● Your assignment:
In the data below, how many lines contain the string "geometry"? Give only the number.

● Data:
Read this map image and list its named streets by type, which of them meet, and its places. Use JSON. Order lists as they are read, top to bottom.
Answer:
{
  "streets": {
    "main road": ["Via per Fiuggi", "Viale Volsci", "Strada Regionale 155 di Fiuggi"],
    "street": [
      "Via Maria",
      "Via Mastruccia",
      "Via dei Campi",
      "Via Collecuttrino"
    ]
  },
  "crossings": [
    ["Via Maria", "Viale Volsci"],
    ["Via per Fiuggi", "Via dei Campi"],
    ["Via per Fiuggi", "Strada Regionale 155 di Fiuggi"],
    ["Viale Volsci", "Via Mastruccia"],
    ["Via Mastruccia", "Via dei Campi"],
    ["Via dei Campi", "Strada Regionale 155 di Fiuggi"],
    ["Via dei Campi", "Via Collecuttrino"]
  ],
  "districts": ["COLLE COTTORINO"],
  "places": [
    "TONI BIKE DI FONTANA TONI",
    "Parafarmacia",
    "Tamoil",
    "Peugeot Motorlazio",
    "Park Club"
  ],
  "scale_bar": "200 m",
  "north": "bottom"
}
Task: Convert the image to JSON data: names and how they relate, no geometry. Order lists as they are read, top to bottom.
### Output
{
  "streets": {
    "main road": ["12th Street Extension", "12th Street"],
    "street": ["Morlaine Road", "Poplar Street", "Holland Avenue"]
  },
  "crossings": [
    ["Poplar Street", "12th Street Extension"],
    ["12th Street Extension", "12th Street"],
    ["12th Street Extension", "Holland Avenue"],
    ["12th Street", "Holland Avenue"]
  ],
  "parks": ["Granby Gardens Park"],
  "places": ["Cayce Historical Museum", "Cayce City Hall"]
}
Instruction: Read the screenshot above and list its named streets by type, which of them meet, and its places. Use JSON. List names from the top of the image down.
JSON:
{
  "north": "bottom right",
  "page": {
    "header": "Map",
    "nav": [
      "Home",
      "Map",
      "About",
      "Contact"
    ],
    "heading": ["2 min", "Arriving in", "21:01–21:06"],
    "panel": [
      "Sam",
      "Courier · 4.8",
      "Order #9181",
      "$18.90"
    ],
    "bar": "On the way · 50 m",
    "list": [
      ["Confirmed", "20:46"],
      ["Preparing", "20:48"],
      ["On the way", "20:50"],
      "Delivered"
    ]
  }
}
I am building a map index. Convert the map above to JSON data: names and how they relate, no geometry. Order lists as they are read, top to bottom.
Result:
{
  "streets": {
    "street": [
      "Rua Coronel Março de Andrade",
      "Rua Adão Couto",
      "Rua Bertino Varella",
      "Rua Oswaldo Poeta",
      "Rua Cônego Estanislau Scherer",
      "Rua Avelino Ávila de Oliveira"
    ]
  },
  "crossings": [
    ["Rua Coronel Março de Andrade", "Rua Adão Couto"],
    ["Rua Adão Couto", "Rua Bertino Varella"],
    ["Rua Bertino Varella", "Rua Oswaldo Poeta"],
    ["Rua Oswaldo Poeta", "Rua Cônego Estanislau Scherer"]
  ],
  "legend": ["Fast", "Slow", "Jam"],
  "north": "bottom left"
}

● Written solution:
2